The man who finds his homeland sweet is still a tender beginner; he to whom every soil is as his native one is already strong; but he is perfect to whom the entire world is as a foreign land. The tender soul has fixed his love on one spot in the world; the strong man has extended his love to all places; the perfect man has extinguished his." Hugh of St. Victor (Thanks to my good friend Jim Wood for this quote)
Several hours before the Super Bowl was to begin it was reported that the acclaimed actor Philip Seymour Hoffman was found dead by a friend. The apparent cause of death was a heroin overdose. The Academy Award winner was the father of three and only 46 years old. I always admired the breadth of his work, as did so many of his peers, given the out pouring of early tributes on social media. But he also brought profound depth to his craft. Tom Junod wrote ofin Esquire online:
He often played creeps, but he rarely played them creepily. His metier was human loneliness — the terrible uncinematic kind that has very little to do with high-noon heroism and everything to do with everyday empathy — and the necessary curse of human self-knowledge. He held up a mirror to those who could barely stand to look at themselves and invited us not only to take a peek but to see someone we recognized. He played frauds who knew they were frauds, schemers who knew they were schemers, closeted men who could only groan with frustrated love, heavy breathers dignified by impeccable manners, and angels who could withstand the worst that life could hand out because they seemed to know the worst was just the beginning. (Read more: Philip Seymour Hoffman's Final Secret - Esquire )
"His metier was human loneliness...the necessary curse of human self-knowledge." I think we often unconsciously avoid self-knowledge because of the the inevitable loneliness that accompanies such reflection. It is not accidental that precisely after Jesus hears God's confirmation of his identity at his baptism, He is led to a "lonely place" both literally and figuratively (Mark 1:9-13). The three great temptations Jesus faced during his quarantine as recorded both in Matthew 4 and Luke 4 (the misuse of the material/sensual world; living for status; and the improper use of power) all present themselves on one level as remedies to human isolation and need. Epicureans have their versions of the three as do contemporary Christian Pharisees, and every group in between-but the temptations are still at heart the same. In one form or the other each is a temptation to take a short cut from the hard work of life and the soul; each leads one away from truths about our selves; truth only found in the desert, alone.

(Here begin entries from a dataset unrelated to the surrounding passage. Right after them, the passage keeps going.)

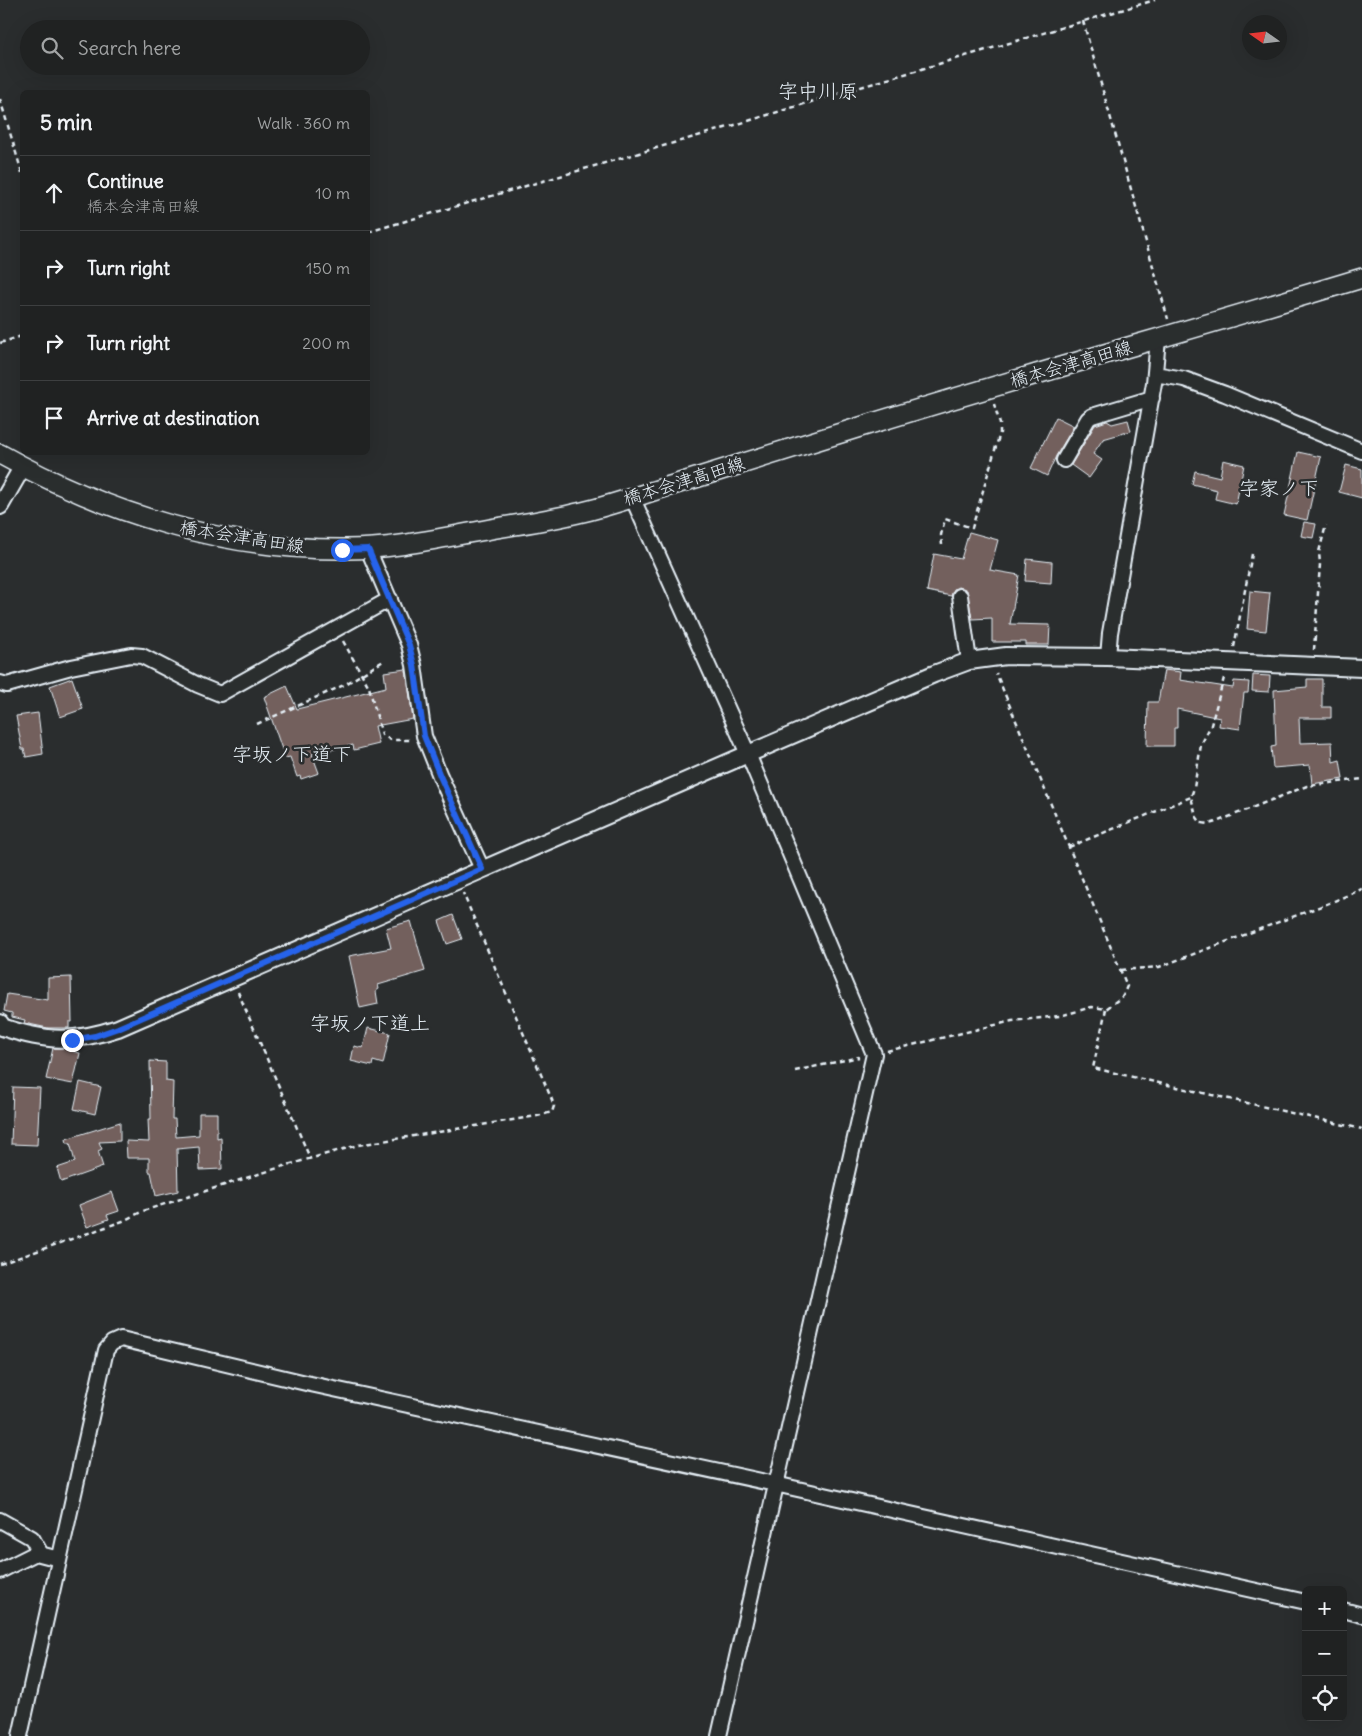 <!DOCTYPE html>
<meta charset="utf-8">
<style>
:root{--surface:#202222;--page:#282a2a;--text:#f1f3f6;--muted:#a2a4a5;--line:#3d3f40}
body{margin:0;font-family:Delius,"Klee One",sans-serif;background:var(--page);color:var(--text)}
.controls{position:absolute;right:15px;bottom:15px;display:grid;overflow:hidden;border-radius:8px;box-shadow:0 5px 20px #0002}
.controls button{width:45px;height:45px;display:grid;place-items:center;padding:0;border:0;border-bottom:1px solid var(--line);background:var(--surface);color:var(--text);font:25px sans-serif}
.compass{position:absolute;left:1242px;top:15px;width:45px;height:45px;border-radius:50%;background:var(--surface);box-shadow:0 5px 20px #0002;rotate:284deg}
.stop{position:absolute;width:15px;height:15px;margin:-11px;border:4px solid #2563eb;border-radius:50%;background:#fff}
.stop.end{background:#2563eb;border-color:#fff;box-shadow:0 1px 5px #0008}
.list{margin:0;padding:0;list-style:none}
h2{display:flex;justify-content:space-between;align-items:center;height:65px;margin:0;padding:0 20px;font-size:21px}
h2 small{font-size:16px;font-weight:400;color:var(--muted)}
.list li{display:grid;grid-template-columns:32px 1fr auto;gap:15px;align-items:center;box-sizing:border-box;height:75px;padding:0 20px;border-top:1px solid var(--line)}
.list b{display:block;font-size:19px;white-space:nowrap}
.list p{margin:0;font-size:16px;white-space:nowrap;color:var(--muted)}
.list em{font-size:16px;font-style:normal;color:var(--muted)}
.icon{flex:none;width:28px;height:28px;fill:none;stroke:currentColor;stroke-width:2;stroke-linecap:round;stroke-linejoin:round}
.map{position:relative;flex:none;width:1362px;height:1736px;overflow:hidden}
.search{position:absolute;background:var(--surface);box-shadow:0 5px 20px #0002;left:20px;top:20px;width:350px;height:55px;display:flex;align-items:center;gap:12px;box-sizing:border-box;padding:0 18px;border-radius:28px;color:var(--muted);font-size:19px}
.panel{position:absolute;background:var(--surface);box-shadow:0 5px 20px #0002;left:20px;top:90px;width:350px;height:365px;border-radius:8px}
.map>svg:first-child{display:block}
.building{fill:#73605d;stroke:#e8f1f8}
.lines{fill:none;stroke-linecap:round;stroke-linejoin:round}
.minor-casing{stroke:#e8f1f8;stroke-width:18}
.tertiary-casing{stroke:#e8f1f8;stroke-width:20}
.secondary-casing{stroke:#e8f1f8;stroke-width:22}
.path{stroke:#e8f1f8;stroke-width:2.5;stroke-dasharray:5 4;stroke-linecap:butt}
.minor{stroke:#2a2d2e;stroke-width:14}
.tertiary{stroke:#2a2d2e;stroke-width:16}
.secondary{stroke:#2a2d2e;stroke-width:19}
.route{stroke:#2563eb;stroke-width:6}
.labels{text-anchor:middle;stroke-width:5;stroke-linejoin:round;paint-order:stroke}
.street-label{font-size:18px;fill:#e8f1f8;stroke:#2a2d2e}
.quarter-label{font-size:20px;fill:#e8f1f8;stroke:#2a2d2e}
</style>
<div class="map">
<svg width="1362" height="1736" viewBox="0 0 1362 1736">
<rect width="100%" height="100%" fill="#2a2d2e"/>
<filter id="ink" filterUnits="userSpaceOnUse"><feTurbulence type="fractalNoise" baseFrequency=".02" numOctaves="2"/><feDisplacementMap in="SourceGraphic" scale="10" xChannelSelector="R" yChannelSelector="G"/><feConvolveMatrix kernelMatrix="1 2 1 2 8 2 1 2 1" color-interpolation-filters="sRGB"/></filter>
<g filter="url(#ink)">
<!-- building -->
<path class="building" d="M1056,417L1074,426L1056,456L1047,476L1031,468Z
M1128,420L1131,431L1103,439L1093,454L1102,460L1089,478L1071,465L1095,425L1107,421L1112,424Z
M1298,452L1321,457L1307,520L1284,515Z
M1223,460L1244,465L1236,504L1215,499L1217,490L1192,484L1195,471L1220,477Z
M1346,465L1362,469V498L1339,492Z
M1304,522L1316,524L1313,538L1301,536Z
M969,532L998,540L990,570L1019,575L1010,624L1050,625L1049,645H1026V642H992V618L972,619L967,590L958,587L954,589L951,596L927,591L934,554L961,559Z
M1027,559L1052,562L1051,583L1025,581Z
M1250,591L1270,593L1266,631L1247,629Z
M406,669L413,719L375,726L379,744L354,750L353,745L312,754L319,773L301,779L300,776L297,777L290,757L285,758L264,697L287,686L297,709L386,687L384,672Z
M1164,670L1181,672L1180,680L1233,688L1234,681L1249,682L1248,693H1244L1240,729L1219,726L1220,718L1177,709V728H1174V746H1147L1148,702H1158Z
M1253,675L1270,676L1269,692L1252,691Z
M72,678L83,709L60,717L50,686Z
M1307,679H1322V707H1331V718H1299L1300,743L1332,742L1333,762L1340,760L1343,779L1312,784L1310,765L1273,768L1271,747L1276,746L1274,690L1307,687Z
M38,713L43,754L26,757L24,749H22L16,716Z
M453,915L462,939L447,944L439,921Z
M411,921L425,971L378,985L379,989L376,991L378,1004L360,1008L349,956L391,948L386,928Z
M71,977L72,1022H69V1028H48L24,1023L25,1020L12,1017V1013L4,1011L7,994L48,1000V978Z
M368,1028L390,1033L383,1064L373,1061L372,1066L351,1061L354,1046L363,1048Z
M53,1048H70V1051L80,1053L73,1084L46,1079Z
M150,1061L166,1062V1081L173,1082L172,1119H175L176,1137L199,1135V1113H217V1138L221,1137L222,1169L200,1170L199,1147L177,1149L178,1191L156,1196L151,1172H149V1158H127L126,1141L149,1142L148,1119H151Z
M80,1082L101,1087L95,1114L74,1109Z
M13,1087L40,1088L37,1145L11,1144Z
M120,1122V1141L99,1142L102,1149L98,1151L103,1167L61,1182L57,1168L75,1162L70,1143H67L66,1139Z
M112,1192L119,1211L107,1215L109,1219L87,1227L79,1205Z"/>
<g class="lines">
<defs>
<path id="minor" d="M1155,374L1184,379L1225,394L1362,451
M1064,460L1088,419L1092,416L1152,398
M632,497L748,754L874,1054L719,1736
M368,549L409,645L414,665L424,736L440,776L482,869
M960,596L969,661
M1108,657L1110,633L1154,383L1158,339
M0,683L7,685L71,667L131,655L142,656L198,685L220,694L390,599
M0,1520L32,1538L41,1554
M0,1571L36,1553L59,1559
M1343,1610L1362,1615
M20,1736L106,1350L112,1343L121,1339L306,1383L775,1484L1306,1602"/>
<path id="tertiary" d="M0,506L23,466
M0,1023L2,1027C47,1042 73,1043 118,1028L748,754L934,674L969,661L1006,656L1108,657L1362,668"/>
<path id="secondary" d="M0,454C105,513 225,550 346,549C391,549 436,539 480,531C512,525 546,521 578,513C610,506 642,494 673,485C735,466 796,447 857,428C1025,376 1194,329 1362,278"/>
</defs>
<!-- minor casing -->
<use href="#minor" class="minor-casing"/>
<!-- tertiary casing -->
<use href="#tertiary" class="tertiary-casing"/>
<!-- secondary casing -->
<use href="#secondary" class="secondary-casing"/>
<!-- path -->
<path class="path" d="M1083,21L1168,319
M0,99L22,173
M368,232L725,128L837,94L1155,0
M0,343L22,336
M942,545L941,535L945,519L972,528L1000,433V424L994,404
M343,641L369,687L382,735L391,740H410
M1234,647L1252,554
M1314,650L1320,564L1319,552L1326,525
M1224,678L1211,725L1201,745L1194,788L1191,797L1196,816L1201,823L1209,824L1216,822L1307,786L1362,779
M257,724L344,685L385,660
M1069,847L1191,797
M1121,970L1159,967L1332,902L1362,889
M238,992L310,1158
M1106,1009L1093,1068L1362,1129
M887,1051L1012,1021L1060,1016L1092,1007L1106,1009L1123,996L1127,986L996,673
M795,1071L859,1057
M0,1264L123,1221L143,1211L284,1166L358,1145L537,1116L552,1112L554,1106L552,1100L463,893"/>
<!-- minor -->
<use href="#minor" class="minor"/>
<!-- tertiary -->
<use href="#tertiary" class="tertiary"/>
<!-- secondary -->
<use href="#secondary" class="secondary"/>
</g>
</g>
<g class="lines" filter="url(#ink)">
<!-- route -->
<path class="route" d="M72,1040L95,1036L118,1028L482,869L440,776L424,736L414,665L409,645L368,549L342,550"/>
</g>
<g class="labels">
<!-- street labels -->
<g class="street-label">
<text transform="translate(1071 364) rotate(-16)" y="6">橋本会津高田線</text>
<text transform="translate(684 481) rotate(-17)" y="6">橋本会津高田線</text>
<text transform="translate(242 537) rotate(9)" y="6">橋本会津高田線</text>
</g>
<!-- quarter labels -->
<g class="quarter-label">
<text x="818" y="98">字中川原</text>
<text x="1279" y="495">字家ノ下</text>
<text x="292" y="761">字坂ノ下道下</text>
<text x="370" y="1030">字坂ノ下道上</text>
</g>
</g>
</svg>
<div class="controls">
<button>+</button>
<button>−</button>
<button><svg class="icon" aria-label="locate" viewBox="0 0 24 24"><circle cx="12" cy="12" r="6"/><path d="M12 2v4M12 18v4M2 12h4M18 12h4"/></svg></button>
</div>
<svg class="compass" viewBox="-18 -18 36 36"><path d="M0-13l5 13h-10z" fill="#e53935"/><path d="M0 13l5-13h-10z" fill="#a2a4a5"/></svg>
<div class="stop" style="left:342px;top:550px"></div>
<div class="stop end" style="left:72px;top:1040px"></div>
<div class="search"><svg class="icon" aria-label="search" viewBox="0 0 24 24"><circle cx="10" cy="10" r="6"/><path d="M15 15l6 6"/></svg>Search here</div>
<section class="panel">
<h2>5 min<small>Walk · 360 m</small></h2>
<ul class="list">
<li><svg class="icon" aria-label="ahead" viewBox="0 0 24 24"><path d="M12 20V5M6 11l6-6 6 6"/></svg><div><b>Continue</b><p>橋本会津高田線</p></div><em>10 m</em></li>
<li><svg class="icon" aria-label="right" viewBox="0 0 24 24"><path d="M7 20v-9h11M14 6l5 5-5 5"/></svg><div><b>Turn right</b></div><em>150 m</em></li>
<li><svg class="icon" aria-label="right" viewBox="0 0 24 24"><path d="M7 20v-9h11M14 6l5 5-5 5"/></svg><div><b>Turn right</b></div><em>200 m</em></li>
<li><svg class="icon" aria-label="arrive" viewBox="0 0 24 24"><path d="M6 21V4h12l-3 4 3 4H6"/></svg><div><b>Arrive at destination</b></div></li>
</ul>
</section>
</div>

There is a strange dichotomy to life. We are here and much of it is beautiful. There are all kinds of ways to connect and belong. We are members of families and factions; we cultivate friends, the arts, and the land; we pledge allegiances to countries and sports teams; we join associations, churches and clubs; we identify with political parties and causes. But in spite of all these connections, we can still be residents in a place that does not quite feel like home.
The idea of exile is a central one in Scripture. The "exile" of Israel from the land after the destruction of the first temple in 587 BCE is the great disaster out of which so much of Jewish faith and practice emerge and the Hebrew Scriptures are constituted. Exile later becomes a spiritual idea for Christians:
All of these died in faith without having received the promises, but from a distance they saw and greeted them. They confessed that they were strangers and exiles on the earth, or people who speak in this way make it clear that they are seeking a homeland. If they had been thinking of the land that they had left behind, they would have had opportunity to return. But as it is, they desire a better country, that is, a heavenly one. Hebrews 11:13-16
This idea of being both a resident and an exile at the same time has been something I have felt most of my life but over the last months this tension has become more of a space of grace and comfort. For the alone (ness) that poets and saints see, suffer and breathe, can be a departure point where we can begin to find our true home. Yes it can be a place of despair, but it also can be a place of illumination. Accompanied with grace , alone(ness) can lead to a loving detachment which gives us the freedom to enjoy this life and grieve its tragedies without being defined by either. The existential crisis necessitates something or someone transcendent in order for us to know and be known.
It is not wrong to belong to a place and love it; and it is good to evolve to the point where one becomes a world citizen and sees all of humanity as the children of God. But beatitude only comes when we realize this world is not our ultimate home. And with this "happiness" comes the freedom to love and serve the world and those in it as a pilgrim who deeply cares but whose roots are in another place.
I do not want to romanticize a gifted man's tragic death-the pain won; the same pain which Hoffman channeled so masterfully to entertain us. I am thankful for his art and hope peace has found him. Later that day I watched the Super Bowl along with 100 million others who were hoping to be entertained. I was not really rooting for either team and it was hard to maintain sustained interest. I was present to the game, but my allegiance was transitory. Even when my team* is playing in the "big game," the joy is fleeting when they win and the sting of loss tends to lasts just a little longer than the joy. There is an analogy here somewhere.
I am not saying life is a game, but it might be a quest that is most true when it is in motion.
*The Pittsburgh Steelers won Super Bowls IX, X, XIII, XIV, XL; XLIII. Only team with six wins. Yes I am rubbing it in.